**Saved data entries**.
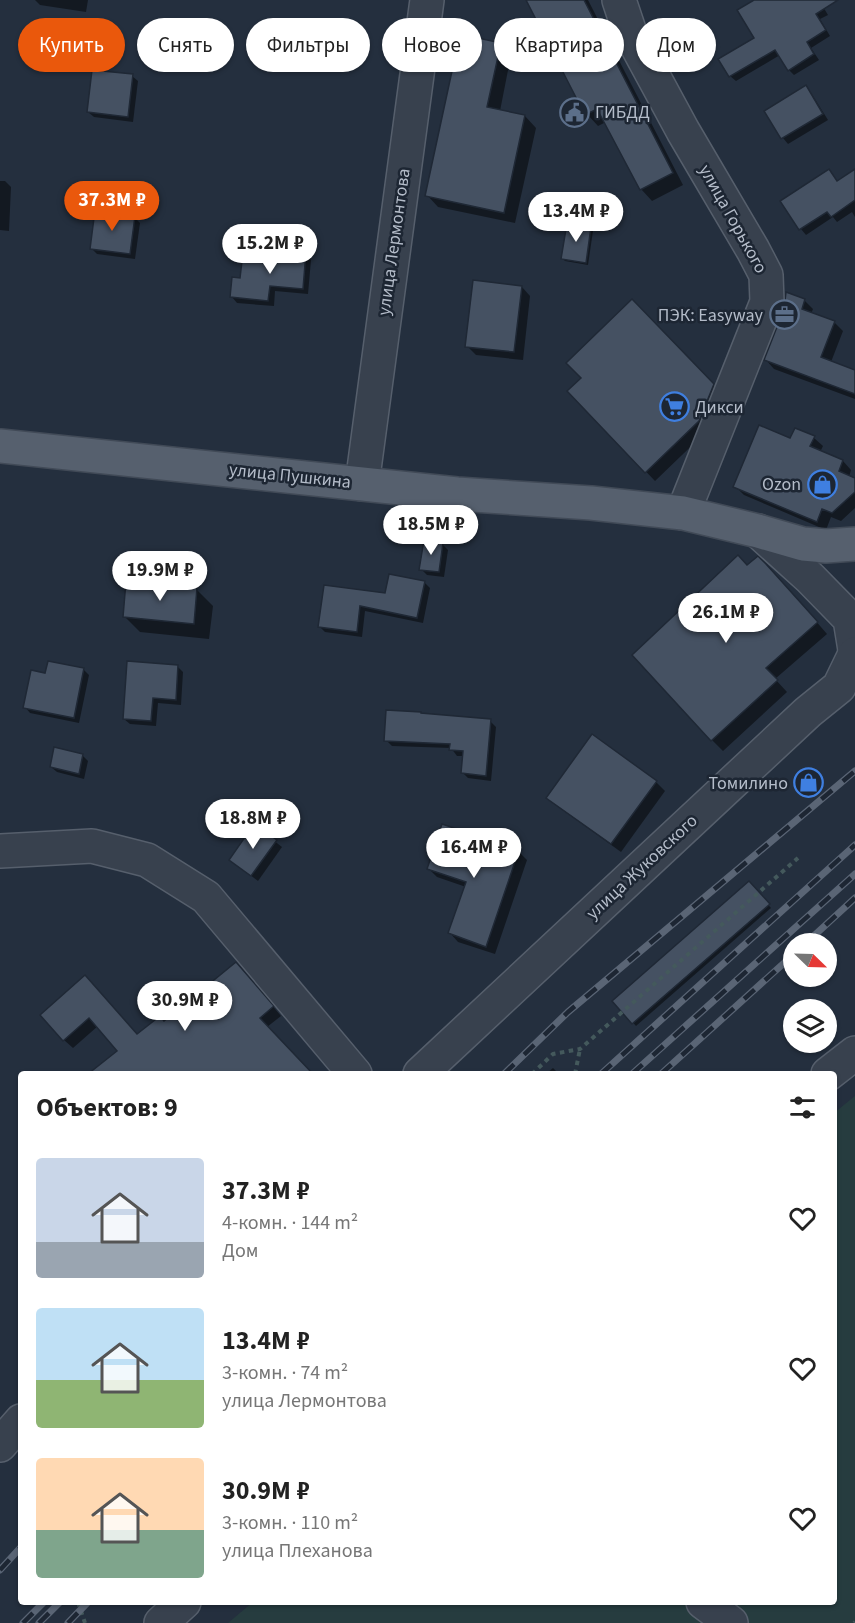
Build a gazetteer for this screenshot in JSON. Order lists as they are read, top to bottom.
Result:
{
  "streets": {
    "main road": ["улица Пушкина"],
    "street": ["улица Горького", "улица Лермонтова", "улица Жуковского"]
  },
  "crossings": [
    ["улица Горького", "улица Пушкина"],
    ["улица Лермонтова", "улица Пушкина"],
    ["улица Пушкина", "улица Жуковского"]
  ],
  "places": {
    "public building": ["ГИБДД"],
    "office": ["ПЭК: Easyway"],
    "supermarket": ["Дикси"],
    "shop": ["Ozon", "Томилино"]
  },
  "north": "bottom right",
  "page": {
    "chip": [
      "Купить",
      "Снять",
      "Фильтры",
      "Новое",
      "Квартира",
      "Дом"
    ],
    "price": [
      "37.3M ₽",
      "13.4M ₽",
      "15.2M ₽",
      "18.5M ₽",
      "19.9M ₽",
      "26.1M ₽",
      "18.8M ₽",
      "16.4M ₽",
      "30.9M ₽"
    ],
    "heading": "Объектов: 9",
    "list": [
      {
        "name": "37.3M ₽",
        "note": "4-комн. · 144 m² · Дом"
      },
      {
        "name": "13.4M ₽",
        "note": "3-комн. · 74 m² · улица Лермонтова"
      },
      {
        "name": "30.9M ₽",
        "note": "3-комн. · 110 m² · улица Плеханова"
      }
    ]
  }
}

...

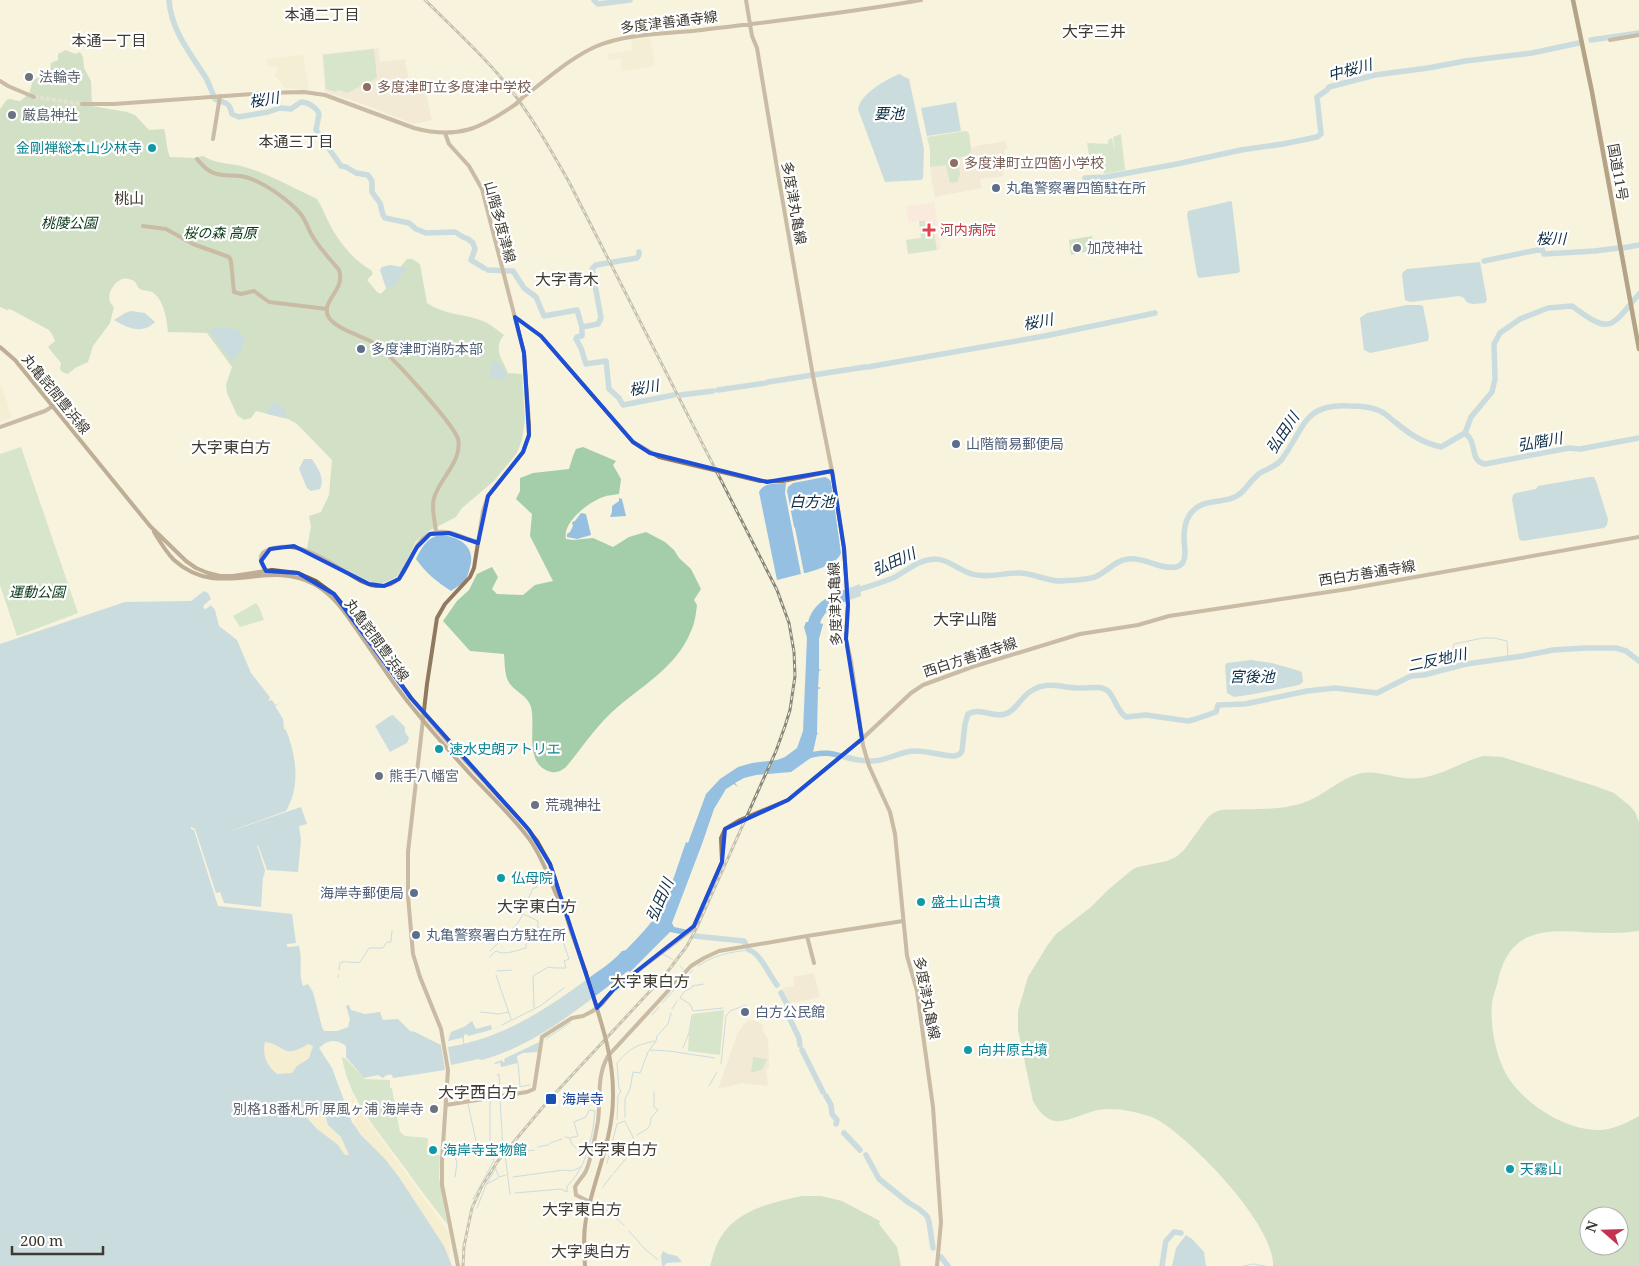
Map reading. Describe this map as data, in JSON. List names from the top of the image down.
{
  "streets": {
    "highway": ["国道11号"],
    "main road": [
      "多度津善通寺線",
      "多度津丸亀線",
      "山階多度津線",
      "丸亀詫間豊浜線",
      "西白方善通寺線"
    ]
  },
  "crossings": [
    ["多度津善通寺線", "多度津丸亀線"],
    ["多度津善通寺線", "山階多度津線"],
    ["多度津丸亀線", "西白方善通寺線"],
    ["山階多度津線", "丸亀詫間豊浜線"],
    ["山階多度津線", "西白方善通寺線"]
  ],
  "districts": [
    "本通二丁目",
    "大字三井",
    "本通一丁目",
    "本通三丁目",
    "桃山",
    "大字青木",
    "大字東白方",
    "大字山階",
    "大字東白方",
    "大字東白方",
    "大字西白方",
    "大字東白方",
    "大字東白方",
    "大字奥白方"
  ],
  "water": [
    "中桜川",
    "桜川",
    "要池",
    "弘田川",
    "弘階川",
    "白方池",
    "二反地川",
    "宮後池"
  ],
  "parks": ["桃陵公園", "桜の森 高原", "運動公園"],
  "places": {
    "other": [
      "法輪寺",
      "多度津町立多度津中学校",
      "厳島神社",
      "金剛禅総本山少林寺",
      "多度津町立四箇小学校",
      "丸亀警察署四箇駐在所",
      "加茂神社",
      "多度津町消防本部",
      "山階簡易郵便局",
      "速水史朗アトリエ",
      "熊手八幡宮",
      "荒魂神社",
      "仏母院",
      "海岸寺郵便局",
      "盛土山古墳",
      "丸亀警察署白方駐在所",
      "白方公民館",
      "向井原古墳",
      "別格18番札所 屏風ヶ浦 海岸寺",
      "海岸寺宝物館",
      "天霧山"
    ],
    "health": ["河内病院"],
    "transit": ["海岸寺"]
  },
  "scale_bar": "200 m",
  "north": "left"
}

**REQUIRED WORK**. Show every line from the entries above in which the word "山階多度津線" appears.

**OUTPUT OF THE TASK**.
      "山階多度津線",
    ["多度津善通寺線", "山階多度津線"],
    ["山階多度津線", "丸亀詫間豊浜線"],
    ["山階多度津線", "西白方善通寺線"]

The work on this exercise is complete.